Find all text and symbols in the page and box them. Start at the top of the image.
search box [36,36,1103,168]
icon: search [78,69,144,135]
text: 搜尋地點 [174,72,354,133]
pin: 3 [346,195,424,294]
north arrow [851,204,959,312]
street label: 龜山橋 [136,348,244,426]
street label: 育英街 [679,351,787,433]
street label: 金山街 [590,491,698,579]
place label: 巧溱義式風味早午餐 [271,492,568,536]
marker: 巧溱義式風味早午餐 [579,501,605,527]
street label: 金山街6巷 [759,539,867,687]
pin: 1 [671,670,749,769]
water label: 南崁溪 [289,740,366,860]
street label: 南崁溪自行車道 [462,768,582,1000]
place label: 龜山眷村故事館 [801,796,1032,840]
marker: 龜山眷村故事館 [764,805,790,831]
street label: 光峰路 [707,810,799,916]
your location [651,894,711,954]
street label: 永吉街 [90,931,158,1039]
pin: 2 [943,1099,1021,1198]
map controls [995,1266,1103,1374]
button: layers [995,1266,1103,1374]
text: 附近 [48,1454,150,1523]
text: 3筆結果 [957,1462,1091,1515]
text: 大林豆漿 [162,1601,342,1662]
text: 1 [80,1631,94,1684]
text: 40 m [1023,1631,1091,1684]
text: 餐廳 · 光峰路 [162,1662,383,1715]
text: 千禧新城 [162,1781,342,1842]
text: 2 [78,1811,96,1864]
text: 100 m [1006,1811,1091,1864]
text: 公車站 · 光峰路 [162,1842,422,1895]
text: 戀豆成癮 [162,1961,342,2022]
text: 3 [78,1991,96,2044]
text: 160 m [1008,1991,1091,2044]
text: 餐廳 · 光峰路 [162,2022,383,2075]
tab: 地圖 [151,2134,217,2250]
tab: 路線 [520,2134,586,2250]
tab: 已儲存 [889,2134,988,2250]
■ ■ ■
**EXERCISE AIM**
Collect every line with the string "search" from the records, and copy each.

**THE COMPLETED TASK**
search box [36,36,1103,168]
icon: search [78,69,144,135]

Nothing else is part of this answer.